To do this, Merlin built its own highly parallelizing analysis tools, which it runs on a high-performance Oracle RAC (Real Application Cluster) installed on a rack of Dell PowerEdge 1850 and 2850 dual-core Xeon servers. Data storage is provided by EMC CLARiiON 2Gbps and 4Gbps FC storage towers. Sitting on top of Oracle is Merlin’s HPC task-scheduling software, also created in-house, and an Oracle data mart that serves as a temporary holding ground for frequently used data subsets, much like a cache. Most of the high-speed calculations run directly on the Oracle RAC, which is fronted by a series of BEA WebLogic app servers that take in requests from a set of redundant load balancers sitting behind the company’s customer-facing Apache Web servers. Sitting in front of each of the three layers are sets of redundant firewalls.
First, tightly coupled parallel processing via message passing was simply out of the question. Instead Merlin’s architects and programmers put tremendous effort into dividing processes in an “embarrassingly parallel” fashion without any interdependencies at all. This benefits scalability and reliability, as the high-speed, low-latency communications required for interprocess communications create scalability bottlenecks. They also require cutting-edge interconnects such as Myrinet and InfiniBand, which don’t have the reliability track record of Gigabit Ethernet.

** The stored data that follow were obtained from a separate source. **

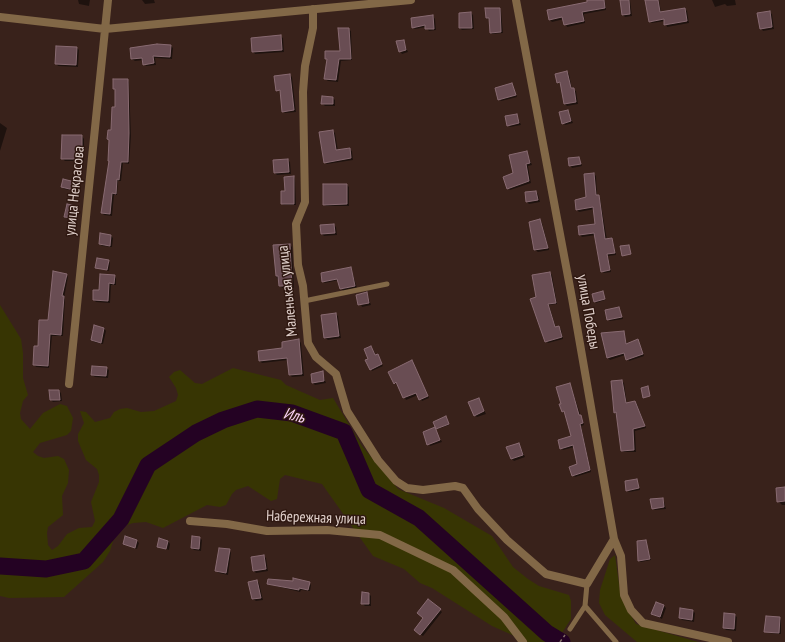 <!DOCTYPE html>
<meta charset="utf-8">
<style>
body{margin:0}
canvas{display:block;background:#39221b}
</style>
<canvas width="785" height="642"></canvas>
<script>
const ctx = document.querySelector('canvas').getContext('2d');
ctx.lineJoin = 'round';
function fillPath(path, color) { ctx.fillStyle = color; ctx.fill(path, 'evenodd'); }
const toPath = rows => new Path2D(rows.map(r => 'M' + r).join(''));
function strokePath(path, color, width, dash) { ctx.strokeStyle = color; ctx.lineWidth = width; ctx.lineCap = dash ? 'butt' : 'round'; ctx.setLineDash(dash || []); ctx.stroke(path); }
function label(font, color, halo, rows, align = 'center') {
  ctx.font = font + ' "PT Sans Narrow",sans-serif'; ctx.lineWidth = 3; ctx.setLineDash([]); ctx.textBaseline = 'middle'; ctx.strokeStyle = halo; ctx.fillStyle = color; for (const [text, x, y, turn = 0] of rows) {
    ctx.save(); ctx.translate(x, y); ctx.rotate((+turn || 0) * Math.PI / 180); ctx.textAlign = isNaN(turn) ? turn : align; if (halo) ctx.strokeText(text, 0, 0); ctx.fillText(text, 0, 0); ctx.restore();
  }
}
const green = toPath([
 [0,305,21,339,23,353,23,378,28,395,23,401,20,413,21,419,30,429,43,413,60,404,67,406,73,418,71,431,67,435,40,443,33,452,38,456,44,458,58,456,64,459,69,470,68,483,62,496,63,515,48,527,47,533,48,545,52,550,58,546,67,534,79,528,92,527,95,521,91,502,99,482,99,475,97,469,86,460,78,441,78,434,84,423,80,411,86,412,95,422,110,418,114,412,120,409,127,408,141,412,154,411,176,401,178,395,176,388,169,377,174,372,180,370,195,383,202,384,233,368,281,380,286,385,320,400,333,398,362,446,398,489,444,508,492,536,513,567,528,579,539,586,569,595,571,601,571,619,556,642,528,642,492,626,432,588,420,583,404,569,373,556,322,484,285,475,280,479,277,499,271,501,248,486,236,490,232,494,226,505,220,507,207,505,163,528,146,522,133,523,121,527,116,532,110,551,103,562,64,597,9,598,0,596],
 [615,555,621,598,636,624,698,642,637,642,605,615,599,603,600,590,610,559]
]);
const shadow = toPath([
 [78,0,90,0,89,6,79,4],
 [142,0,154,0,155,3,145,4],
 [599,0,605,1,606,10,584,14,585,23,567,27,564,19,552,22,550,20],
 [621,0,630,0,632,16,625,17,623,15],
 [646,0,659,0,661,12,685,9,687,11,689,23,667,27,665,21,652,23,650,21],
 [712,0,735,0,736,5,727,6,725,4,715,7],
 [500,9,501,11,503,33,492,34,490,20,486,18],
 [769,12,772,14,774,29,763,31,761,28],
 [471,13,473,15,474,29,462,30,460,28],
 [433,16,435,19,436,30,429,31,426,27,415,29,413,27],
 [348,29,351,31,352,60,341,61,338,82,328,81,325,79,328,60,326,59,341,52],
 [280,36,283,38,284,52,255,54,253,51],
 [403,41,408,52,402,54,400,51],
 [171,46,173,48,172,59,155,58,156,65,146,66,144,60,135,61,132,59],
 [77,48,79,50,78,67,58,66,56,63],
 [567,72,569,74,572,89,576,91,578,104,567,106,565,104,562,84,558,82],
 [290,75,292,77,296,112,285,113,283,111,281,92,277,90],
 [127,80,129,82,131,136,129,164,123,163,121,181,118,181,117,195,114,195,112,216,104,215,102,213,110,162,110,141,108,139,112,131,116,108,116,91,114,88],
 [512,84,517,97,501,101,499,99],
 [333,98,335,100,335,106,325,106,322,103],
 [568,111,573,123,565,125,563,123],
 [517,115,521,125,510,127,508,125],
 [0,123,7,128,0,151],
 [333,131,335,133,338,151,349,149,352,151,353,160,327,164,325,162],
 [82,136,84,139,84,161,65,161,62,158],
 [527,153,532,165,528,166,531,183,510,190,508,188],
 [579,158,582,166,572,168,570,165],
 [288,160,290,162,291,174,277,175,275,173],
 [594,174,596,176,597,196,600,198,607,240,611,239,613,241,616,255,608,256,611,272,604,273,602,271,596,235,582,237,580,235,596,225,594,209,579,212,577,210,587,198],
 [294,177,295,179,296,205,284,205,282,204,286,192],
 [63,180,79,184,81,186,80,192,64,189,62,186],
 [347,185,349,187,349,206,326,206,324,204],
 [536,192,538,194,540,202,529,204,527,202],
 [76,207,78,209,76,220,68,219,65,217],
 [540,220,542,223,549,250,538,252,535,250],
 [334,225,336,227,337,235,324,236,322,234],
 [111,236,113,238,112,247,102,246,100,244],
 [290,245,292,247,294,288,282,288,276,276],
 [108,261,110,263,109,271,96,267],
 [351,268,357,288,343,291,339,280,325,283,323,281],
 [550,273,552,275,557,304,549,305,556,328,561,329,563,339,548,343,546,341,537,298],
 [66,275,68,277,64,298,65,299,63,336,52,336,49,368,36,367,34,364],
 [114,276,116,278,116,285,111,285,110,303,96,302,94,300,100,291],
 [367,293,371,305,362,307,357,295],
 [603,293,605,300,596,303,593,295],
 [619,308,623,319,610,321,608,319],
 [336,314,338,316,341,338,328,340,325,338,322,316],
 [104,328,106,331,103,344,94,342,92,340],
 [623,332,627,344,638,341,644,356,629,361,625,355,610,360,608,358],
 [299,340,301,343,304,376,292,377,290,375,288,360,262,363,260,361],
 [371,347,383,366,372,371,369,359],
 [412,361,429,398,422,401,418,395,406,400,398,385,395,383],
 [93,367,106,368,109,370,108,378,95,377,92,375],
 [322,372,326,383,315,385,313,383],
 [622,381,624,383,627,404,635,402,637,404,646,428,635,431,636,452,624,452,622,450,616,414,615,412,612,400,615,399],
 [570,384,584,425,581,426,591,472,575,477,573,475,579,465,574,447,563,450,561,448,572,437,566,413,563,412,563,404],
 [50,391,59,391,61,393,62,401,53,402,51,400],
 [478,399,486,414,477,417,474,415],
 [447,418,449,425,438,429,434,422],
 [441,440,442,442,430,446,429,445],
 [519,444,525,457,514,461,512,459],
 [637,480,640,490,629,492,627,490],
 [785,488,785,505,782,505,778,501],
 [662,499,664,501,666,509,655,510,653,508],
 [200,538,202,540,201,551,194,550,192,548],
 [137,541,139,543,137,549,124,543],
 [168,541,170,544,169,550,158,546],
 [646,542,651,560,641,562,639,561],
 [229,550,231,553,228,575,219,573,216,571],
 [264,556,266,558,268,571,256,573,254,571],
 [257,581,259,583,263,600,256,601,253,599,250,583],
 [309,583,311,585,310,591,301,590,300,592,268,584],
 [369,594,371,596,371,606,365,606,362,603],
 [663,605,666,608,662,619,652,614],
 [681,609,693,611,695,613,694,622,682,620,680,618],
 [440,610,442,612,423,636,417,632],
 [734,615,737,617,736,631,726,630,724,628],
 [779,618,781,620,781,634,768,633,765,631]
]);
const river = toPath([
 [0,566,46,569,84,561,121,519,148,465,196,433,223,420,257,409,292,413,344,432,369,490,419,518,547,633,562,642]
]);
const building = toPath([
 [587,0,604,0,605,8,582,12,584,21,564,25,562,17,549,20,547,10,587,2,587,0],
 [620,0,629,0,630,14,622,15,620,0],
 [645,0,658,0,660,12,685,8,687,21,664,25,664,19,649,22,645,0],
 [485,8,500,8,501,32,490,33,489,18,486,18,485,8],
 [770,11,772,27,760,29,757,13,770,11],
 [471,12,472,28,459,28,459,13,471,12],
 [433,15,434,29,425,29,425,25,412,28,411,18,433,15],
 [338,28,349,28,351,59,339,59,336,80,324,79,327,59,325,59,325,51,340,51,338,28],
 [281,35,282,50,252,52,251,38,281,35],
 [404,40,406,50,399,52,396,41,404,40],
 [157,44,171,45,170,57,153,56,154,63,143,65,142,58,131,59,130,48,157,44],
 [56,46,77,47,76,65,55,64,56,46],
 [567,71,571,88,574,88,576,102,564,104,560,82,557,83,555,74,567,71],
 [290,74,294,110,282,112,280,90,276,91,274,76,290,74],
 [113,79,128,79,129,133,128,162,121,162,119,180,117,179,116,194,112,193,110,214,101,213,109,161,108,161,109,140,107,139,108,130,111,130,112,107,115,107,115,89,113,89,113,79],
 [512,83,516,95,498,100,495,88,512,83],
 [322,96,333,97,333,104,321,104,322,96],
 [568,110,571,121,562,124,559,112,568,110],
 [517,114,519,123,507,126,505,116,517,114],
 [333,130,336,150,350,148,351,158,324,163,319,132,333,130],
 [62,135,82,135,82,159,61,159,62,135],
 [527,151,530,163,526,164,529,181,507,189,503,177,513,173,509,155,527,151],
 [579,157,581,164,569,166,568,158,579,157],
 [288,159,289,172,274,173,273,160,288,159],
 [594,173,596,195,599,195,605,239,612,238,615,253,607,254,610,270,601,272,594,233,579,235,578,226,595,224,593,207,576,210,575,200,586,197,584,174,594,173],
 [294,176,294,204,281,204,281,191,285,191,284,177,294,176],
 [63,179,79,183,78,191,61,187,63,179],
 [323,184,347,184,347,204,323,205,323,184],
 [536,191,538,200,526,202,525,192,536,191],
 [67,204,76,206,74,218,64,217,67,204],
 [540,219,548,248,534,250,529,222,540,219],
 [334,224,335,233,321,234,320,225,334,224],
 [100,233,111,235,110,246,99,244,100,233],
 [290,244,292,286,279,286,278,276,276,276,273,245,290,244],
 [629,245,631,254,622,256,620,246,629,245],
 [97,258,109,260,107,270,95,268,97,258],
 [351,267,355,286,340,289,337,279,322,282,321,273,351,267],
 [53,271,67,274,62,296,64,296,61,335,50,334,48,366,33,365,34,346,38,346,39,320,48,320,53,271],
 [550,272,556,303,548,304,555,327,559,326,562,337,545,342,530,299,536,297,532,275,550,272],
 [100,274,115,275,114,284,109,283,108,301,93,300,93,290,99,290,100,274],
 [603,291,605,299,594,302,592,294,603,291],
 [367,292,369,303,358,305,356,295,367,292],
 [619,307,622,317,607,320,605,310,619,307],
 [336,313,339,336,324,338,321,315,336,313],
 [94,325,104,328,101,343,91,340,94,325],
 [624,331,626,344,638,339,643,354,626,360,624,353,607,358,601,333,624,331],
 [299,339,302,374,289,375,287,358,259,361,258,351,282,348,282,342,299,339],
 [371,346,375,355,378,354,382,364,370,370,365,360,368,359,364,349,371,346],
 [412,360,428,396,419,400,416,393,403,398,396,382,394,384,388,372,412,360],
 [92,366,107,367,106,376,91,375,92,366],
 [323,371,324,381,312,383,311,374,323,371],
 [622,380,626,403,635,401,645,426,633,429,634,450,621,451,616,412,614,413,611,381,622,380],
 [570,383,579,415,581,415,583,423,580,424,590,470,572,476,569,467,577,464,573,445,560,449,558,440,571,436,564,411,562,412,559,404,561,404,556,387,570,383],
 [648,386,650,396,643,398,641,388,648,386],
 [49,390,59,390,60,400,50,400,49,390],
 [479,398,484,411,474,416,468,402,479,398],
 [446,416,449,424,436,429,433,422,446,416],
 [435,427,440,440,427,445,423,432,435,427],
 [519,443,523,455,511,459,506,447,519,443],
 [637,479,639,488,626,491,625,481,637,479],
 [785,487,785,501,777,502,776,488,785,487],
 [663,498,664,507,652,509,650,499,663,498],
 [125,536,137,540,135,548,123,544,125,536],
 [192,536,200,537,199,549,191,548,192,536],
 [159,538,168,541,166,549,157,547,159,538],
 [646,540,650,559,638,561,637,541,646,540],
 [219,548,230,549,226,573,215,571,219,548],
 [264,555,266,569,253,571,251,557,264,555],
 [293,578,310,582,308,590,299,588,299,590,267,584,268,579,293,581,293,578],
 [257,580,261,598,252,599,248,582,257,580],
 [362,592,369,593,369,604,361,604,362,592],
 [428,599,441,609,420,635,414,630,423,618,417,613,428,599],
 [656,602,664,605,660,617,651,614,656,602],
 [680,608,693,610,692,620,679,618,680,608],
 [724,613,735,614,734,629,723,628,724,613],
 [766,616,780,617,779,633,764,632,766,616]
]);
const path = toPath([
 [560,642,565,635]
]);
const service = toPath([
 [304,301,387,284],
 [585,606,616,642],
 [570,629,585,606,587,584]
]);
const minor = toPath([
 [516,0,572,298,614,539,621,556,624,595,631,610,643,623,728,642],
 [313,9,313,28,305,66,303,92,305,202,296,224,298,265,303,286,308,343,316,357,336,374,347,411,378,460,396,481,407,488,423,490,455,486,463,488,478,509,507,540,546,574,587,584,614,539],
 [0,17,105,29,411,0],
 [69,384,108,0],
 [190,521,227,524,267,531,327,530,380,535,453,570,504,617,523,642]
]);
const streetNames = [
 ["улица Некрасова",75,191,-84],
 ["Маленькая улица",288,291,-96],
 ["улица Победы",588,312,80],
 ["Набережная улица",316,518,2]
];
const waterNames = [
 ["Иль",294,416,14]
];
fillPath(green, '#373503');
fillPath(shadow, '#0007');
strokePath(river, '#240223', 17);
fillPath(building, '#694d53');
strokePath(building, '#886a71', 1);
strokePath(path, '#836f69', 1.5, [3, 3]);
strokePath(service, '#826847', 5);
strokePath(minor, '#826847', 8);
label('15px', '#e0d0cb', '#2f1811', streetNames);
label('italic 16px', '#fad3f6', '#2f1811', waterNames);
</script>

“We didn’t want some new interconnect driver crashing the system,” Mohamed says, adding that straight Gigabit has also helped Merlin achieve considerable cost savings.
Reliability and enterprise-grade support fueled Merlin’s decision to stick with an Oracle RAC, which has high-quality fault-tolerant fail-over features; dual-processor Dell PowerEdge servers; high-end EMC CLARiiON FC storage; and F5 load balancers.
“There are lots of funky platforms for HPC out there and high-bandwidth data storage solutions that can pump data at amazing rates,” Mettke says. “The problem is that you end up dealing with lots of different vendors, some of whom can’t deliver the 24/7 enterprise-level support you need. That adds another element of risk.”
Finally, all code was written using Java, C++, and SQL.
“I’ve been on the other end running code written in Assembler on thousands of nodes,” Mettke says. “We want the speed, but not at the expense of system crashes in the middle of a trading day. You can claim you have the best cluster out there, but it doesn’t matter if there’s no show when it’s showtime.”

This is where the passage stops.